Task goal →
After finding the line containing "position:relative; flex:1; overflow:hidden" below, please output that line and each following one through the line containing "display:grid; place-items:center; width:70px;", exactly as written.

____________

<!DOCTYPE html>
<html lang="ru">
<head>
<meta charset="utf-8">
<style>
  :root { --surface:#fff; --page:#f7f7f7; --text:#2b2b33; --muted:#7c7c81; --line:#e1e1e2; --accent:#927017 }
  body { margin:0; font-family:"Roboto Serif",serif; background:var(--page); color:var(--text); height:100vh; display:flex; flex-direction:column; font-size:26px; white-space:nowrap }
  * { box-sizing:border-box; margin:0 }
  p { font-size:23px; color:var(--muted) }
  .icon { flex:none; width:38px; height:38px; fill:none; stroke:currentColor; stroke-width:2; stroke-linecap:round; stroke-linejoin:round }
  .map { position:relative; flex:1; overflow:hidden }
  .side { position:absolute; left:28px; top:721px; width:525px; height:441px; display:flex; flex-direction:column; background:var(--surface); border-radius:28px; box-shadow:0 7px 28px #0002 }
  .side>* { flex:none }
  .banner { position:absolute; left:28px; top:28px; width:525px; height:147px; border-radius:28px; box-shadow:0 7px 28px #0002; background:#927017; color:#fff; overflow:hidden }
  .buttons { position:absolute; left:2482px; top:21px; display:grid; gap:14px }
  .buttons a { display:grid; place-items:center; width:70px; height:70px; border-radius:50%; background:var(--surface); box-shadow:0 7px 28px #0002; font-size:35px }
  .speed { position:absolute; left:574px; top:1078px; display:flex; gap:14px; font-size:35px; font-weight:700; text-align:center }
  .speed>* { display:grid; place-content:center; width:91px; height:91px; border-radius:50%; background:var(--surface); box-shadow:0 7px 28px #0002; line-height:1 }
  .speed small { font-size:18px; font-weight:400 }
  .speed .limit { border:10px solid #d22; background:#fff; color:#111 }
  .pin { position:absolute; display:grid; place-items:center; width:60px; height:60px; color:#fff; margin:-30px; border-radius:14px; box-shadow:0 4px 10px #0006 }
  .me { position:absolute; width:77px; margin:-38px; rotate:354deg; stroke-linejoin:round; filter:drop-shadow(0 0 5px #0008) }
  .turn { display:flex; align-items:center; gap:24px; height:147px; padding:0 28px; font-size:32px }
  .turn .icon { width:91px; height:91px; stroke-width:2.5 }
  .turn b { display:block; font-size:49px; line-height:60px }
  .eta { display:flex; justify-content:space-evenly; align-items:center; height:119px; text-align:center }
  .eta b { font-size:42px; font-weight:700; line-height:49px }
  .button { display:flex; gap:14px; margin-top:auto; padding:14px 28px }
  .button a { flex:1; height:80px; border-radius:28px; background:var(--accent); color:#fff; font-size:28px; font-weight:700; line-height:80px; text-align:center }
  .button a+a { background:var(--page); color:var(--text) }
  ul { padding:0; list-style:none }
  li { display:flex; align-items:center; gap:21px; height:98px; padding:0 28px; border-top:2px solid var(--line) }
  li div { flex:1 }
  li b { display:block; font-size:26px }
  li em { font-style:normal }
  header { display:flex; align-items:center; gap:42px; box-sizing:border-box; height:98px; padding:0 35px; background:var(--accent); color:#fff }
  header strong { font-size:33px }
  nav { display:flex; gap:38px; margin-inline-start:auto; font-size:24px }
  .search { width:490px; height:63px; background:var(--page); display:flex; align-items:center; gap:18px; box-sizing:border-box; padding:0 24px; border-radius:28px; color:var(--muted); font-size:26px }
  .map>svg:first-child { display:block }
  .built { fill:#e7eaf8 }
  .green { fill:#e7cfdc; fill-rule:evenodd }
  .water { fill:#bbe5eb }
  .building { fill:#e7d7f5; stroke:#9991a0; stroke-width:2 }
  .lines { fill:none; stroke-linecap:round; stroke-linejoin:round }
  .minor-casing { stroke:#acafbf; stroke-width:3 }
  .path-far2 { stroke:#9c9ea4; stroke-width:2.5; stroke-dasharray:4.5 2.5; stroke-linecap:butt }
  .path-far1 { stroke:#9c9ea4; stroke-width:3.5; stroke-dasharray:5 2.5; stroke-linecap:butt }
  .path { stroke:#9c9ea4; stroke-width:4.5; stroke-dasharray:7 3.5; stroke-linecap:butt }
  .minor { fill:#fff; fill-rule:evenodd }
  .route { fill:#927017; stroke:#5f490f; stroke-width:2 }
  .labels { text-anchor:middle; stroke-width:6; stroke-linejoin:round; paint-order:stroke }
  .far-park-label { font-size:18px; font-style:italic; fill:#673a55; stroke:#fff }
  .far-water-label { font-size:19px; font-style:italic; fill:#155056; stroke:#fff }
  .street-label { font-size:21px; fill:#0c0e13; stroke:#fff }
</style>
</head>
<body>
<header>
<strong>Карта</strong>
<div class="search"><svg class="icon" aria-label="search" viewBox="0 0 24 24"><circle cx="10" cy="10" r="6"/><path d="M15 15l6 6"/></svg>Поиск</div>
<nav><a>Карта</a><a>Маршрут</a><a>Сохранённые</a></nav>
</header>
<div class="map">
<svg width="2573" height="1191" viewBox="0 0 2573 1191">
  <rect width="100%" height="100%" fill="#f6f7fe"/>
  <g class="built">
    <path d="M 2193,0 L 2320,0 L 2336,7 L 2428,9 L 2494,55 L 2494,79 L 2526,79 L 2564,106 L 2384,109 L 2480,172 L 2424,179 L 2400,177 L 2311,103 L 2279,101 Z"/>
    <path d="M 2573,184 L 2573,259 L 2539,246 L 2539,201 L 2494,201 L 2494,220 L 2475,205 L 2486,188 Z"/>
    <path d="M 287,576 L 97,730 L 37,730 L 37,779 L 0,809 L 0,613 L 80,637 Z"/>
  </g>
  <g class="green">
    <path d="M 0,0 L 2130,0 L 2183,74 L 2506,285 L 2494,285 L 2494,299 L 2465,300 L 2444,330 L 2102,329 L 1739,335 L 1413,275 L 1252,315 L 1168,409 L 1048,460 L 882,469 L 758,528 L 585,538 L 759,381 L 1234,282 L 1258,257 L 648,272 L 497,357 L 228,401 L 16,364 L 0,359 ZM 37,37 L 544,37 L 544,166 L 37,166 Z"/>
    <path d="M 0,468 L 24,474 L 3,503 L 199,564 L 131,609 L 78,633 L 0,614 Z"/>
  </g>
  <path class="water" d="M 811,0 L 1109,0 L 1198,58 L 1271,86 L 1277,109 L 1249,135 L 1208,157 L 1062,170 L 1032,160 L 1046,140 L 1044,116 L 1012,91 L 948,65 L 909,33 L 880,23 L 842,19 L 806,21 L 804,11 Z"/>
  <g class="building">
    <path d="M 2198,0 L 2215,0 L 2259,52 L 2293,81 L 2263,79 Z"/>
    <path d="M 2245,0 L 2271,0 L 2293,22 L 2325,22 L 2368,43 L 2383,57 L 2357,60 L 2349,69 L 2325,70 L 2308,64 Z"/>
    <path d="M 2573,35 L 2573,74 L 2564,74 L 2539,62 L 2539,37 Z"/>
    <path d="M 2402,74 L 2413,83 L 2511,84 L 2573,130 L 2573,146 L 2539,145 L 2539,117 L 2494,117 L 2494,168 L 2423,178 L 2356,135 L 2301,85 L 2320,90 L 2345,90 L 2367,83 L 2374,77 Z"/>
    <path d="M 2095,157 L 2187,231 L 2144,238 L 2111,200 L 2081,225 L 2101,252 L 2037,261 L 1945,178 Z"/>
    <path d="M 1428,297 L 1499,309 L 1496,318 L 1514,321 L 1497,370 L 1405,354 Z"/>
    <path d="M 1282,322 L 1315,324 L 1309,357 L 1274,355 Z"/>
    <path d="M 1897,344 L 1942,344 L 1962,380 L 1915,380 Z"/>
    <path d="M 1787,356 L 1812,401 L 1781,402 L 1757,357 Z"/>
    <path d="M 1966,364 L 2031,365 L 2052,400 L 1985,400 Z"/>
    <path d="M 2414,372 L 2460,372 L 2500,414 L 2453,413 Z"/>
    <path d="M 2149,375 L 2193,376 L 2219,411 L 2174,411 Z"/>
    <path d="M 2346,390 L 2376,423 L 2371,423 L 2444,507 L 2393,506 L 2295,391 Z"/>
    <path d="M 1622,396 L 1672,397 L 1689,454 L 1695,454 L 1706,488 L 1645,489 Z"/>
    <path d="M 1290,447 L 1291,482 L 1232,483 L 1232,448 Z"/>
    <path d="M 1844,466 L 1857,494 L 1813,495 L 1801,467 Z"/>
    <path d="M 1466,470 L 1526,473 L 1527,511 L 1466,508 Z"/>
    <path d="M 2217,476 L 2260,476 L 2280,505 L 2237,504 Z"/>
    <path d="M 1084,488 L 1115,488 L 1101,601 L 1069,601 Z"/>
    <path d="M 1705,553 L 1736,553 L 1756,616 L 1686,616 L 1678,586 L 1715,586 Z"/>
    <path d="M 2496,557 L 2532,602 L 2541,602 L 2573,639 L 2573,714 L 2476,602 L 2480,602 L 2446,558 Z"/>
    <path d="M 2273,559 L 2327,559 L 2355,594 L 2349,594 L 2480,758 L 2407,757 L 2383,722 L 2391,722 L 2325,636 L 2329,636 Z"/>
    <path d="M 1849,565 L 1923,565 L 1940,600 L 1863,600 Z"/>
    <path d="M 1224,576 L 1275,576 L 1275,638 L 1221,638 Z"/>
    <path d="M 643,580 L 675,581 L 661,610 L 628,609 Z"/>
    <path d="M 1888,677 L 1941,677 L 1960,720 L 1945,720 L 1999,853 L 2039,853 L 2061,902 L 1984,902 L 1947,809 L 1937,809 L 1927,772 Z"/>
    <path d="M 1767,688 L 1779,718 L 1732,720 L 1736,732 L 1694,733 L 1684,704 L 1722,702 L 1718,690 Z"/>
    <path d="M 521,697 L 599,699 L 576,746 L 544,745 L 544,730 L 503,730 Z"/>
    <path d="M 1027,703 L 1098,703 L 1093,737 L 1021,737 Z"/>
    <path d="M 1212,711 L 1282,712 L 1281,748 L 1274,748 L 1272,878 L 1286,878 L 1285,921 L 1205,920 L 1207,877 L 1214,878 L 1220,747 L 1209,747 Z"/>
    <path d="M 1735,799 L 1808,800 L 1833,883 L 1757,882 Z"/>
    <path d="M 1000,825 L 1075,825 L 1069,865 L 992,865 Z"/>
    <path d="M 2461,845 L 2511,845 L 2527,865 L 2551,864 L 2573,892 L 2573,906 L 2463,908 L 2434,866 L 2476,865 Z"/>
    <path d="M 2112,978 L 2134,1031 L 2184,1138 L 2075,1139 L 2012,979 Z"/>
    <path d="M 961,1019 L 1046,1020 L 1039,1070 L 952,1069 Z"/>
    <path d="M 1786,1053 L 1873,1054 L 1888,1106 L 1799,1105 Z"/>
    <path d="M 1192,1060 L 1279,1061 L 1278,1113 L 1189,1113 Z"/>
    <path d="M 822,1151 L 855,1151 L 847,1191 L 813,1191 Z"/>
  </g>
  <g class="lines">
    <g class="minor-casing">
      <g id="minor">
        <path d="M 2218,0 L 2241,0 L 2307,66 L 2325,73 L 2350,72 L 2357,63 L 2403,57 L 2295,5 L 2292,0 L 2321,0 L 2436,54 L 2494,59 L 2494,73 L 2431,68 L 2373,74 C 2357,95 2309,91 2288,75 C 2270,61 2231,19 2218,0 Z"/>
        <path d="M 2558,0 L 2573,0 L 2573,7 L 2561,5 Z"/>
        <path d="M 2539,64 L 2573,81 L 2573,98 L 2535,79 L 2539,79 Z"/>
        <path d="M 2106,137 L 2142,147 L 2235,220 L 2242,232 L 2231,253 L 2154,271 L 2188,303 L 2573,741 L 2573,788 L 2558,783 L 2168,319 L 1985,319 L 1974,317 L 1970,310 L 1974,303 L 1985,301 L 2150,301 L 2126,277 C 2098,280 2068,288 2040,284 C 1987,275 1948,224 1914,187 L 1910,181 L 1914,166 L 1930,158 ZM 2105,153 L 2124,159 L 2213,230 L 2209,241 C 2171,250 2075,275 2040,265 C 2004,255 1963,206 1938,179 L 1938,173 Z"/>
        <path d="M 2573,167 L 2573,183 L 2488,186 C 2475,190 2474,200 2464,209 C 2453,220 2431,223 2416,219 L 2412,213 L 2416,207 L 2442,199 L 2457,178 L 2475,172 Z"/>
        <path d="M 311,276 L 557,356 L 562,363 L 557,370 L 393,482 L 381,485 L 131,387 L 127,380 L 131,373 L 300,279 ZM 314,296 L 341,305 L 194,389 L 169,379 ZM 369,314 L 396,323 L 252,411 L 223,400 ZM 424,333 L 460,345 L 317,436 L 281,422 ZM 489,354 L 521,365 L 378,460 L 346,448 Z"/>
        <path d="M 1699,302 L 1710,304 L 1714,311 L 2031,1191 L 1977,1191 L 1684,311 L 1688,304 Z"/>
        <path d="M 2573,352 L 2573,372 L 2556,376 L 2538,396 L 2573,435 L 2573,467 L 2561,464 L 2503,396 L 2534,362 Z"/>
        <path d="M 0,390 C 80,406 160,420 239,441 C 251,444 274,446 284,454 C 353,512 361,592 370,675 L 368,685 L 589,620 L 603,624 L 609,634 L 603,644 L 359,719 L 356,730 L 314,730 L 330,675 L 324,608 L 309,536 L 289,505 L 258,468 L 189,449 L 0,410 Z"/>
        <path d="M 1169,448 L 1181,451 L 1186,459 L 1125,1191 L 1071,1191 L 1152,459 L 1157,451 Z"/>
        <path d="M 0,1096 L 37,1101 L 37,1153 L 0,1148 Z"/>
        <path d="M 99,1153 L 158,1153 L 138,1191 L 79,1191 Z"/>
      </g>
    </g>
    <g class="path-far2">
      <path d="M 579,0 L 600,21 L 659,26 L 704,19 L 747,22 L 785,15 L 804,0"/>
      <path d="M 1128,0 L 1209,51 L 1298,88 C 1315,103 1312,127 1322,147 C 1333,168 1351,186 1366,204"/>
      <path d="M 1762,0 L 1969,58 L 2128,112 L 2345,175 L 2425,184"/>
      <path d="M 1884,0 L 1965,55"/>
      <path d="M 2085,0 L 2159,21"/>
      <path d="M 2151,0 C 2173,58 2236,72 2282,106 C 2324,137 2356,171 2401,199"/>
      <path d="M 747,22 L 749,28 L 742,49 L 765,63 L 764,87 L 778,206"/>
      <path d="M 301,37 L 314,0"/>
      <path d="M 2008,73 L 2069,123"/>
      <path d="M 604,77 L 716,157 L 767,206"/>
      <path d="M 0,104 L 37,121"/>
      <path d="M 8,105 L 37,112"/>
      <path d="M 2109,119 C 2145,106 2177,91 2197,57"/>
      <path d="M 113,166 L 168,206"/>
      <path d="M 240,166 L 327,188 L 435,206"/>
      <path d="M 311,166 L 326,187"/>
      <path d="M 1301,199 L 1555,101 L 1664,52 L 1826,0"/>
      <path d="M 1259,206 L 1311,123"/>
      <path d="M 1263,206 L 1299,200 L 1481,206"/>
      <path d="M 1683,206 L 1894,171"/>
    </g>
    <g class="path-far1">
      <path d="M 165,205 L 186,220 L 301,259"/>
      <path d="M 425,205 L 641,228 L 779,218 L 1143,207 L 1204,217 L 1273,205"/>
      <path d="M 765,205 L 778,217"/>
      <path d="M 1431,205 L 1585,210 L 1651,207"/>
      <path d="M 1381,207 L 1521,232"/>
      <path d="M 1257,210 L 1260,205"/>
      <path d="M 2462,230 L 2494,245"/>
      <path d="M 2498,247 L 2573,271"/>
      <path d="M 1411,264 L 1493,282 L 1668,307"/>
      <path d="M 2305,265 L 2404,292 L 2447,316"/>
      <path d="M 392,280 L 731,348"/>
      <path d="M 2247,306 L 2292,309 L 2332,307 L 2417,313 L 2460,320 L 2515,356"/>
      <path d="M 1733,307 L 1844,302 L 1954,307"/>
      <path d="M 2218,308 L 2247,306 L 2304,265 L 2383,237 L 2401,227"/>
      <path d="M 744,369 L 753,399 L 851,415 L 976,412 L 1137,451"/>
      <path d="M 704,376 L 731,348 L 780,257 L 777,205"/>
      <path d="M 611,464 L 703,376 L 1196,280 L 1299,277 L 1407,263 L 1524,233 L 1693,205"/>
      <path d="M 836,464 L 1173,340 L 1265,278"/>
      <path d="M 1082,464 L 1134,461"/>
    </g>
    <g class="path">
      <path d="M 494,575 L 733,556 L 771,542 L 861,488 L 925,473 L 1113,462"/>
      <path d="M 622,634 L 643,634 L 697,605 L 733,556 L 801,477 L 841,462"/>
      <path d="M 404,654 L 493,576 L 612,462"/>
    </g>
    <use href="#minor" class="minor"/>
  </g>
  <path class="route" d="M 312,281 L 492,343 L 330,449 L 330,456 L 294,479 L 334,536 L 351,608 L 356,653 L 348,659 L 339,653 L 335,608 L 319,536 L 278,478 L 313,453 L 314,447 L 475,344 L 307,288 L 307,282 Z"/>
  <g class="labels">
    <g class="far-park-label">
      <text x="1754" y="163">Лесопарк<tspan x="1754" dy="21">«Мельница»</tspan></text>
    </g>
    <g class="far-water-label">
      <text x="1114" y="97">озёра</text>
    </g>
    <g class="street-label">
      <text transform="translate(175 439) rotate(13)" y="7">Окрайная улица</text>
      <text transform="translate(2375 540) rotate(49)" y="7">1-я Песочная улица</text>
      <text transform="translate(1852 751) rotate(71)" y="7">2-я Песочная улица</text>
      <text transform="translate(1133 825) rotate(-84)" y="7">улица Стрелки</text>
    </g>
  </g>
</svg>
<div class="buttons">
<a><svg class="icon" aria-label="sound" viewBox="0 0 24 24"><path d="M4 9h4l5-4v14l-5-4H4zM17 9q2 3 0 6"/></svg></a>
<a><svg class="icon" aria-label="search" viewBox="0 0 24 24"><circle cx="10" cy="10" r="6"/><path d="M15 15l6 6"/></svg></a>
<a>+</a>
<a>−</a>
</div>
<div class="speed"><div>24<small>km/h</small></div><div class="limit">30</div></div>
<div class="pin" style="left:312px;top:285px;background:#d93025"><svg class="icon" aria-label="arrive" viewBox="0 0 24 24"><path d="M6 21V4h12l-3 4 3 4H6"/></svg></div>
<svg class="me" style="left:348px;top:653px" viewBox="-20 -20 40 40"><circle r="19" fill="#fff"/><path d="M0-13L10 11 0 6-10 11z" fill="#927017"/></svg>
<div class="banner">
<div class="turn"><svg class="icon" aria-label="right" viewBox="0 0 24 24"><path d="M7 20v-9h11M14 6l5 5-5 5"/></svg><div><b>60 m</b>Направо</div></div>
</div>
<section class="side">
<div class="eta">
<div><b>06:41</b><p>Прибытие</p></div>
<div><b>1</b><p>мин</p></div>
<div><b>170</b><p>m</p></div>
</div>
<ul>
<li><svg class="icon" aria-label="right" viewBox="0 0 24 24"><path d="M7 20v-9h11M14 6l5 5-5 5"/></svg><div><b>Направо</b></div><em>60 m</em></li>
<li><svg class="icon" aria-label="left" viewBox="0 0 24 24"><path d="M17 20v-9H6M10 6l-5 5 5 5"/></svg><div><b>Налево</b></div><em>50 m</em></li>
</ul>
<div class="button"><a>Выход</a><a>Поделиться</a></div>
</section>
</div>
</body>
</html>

____________

Task output →
  .map { position:relative; flex:1; overflow:hidden }
  .side { position:absolute; left:28px; top:721px; width:525px; height:441px; display:flex; flex-direction:column; background:var(--surface); border-radius:28px; box-shadow:0 7px 28px #0002 }
  .side>* { flex:none }
  .banner { position:absolute; left:28px; top:28px; width:525px; height:147px; border-radius:28px; box-shadow:0 7px 28px #0002; background:#927017; color:#fff; overflow:hidden }
  .buttons { position:absolute; left:2482px; top:21px; display:grid; gap:14px }
  .buttons a { display:grid; place-items:center; width:70px; height:70px; border-radius:50%; background:var(--surface); box-shadow:0 7px 28px #0002; font-size:35px }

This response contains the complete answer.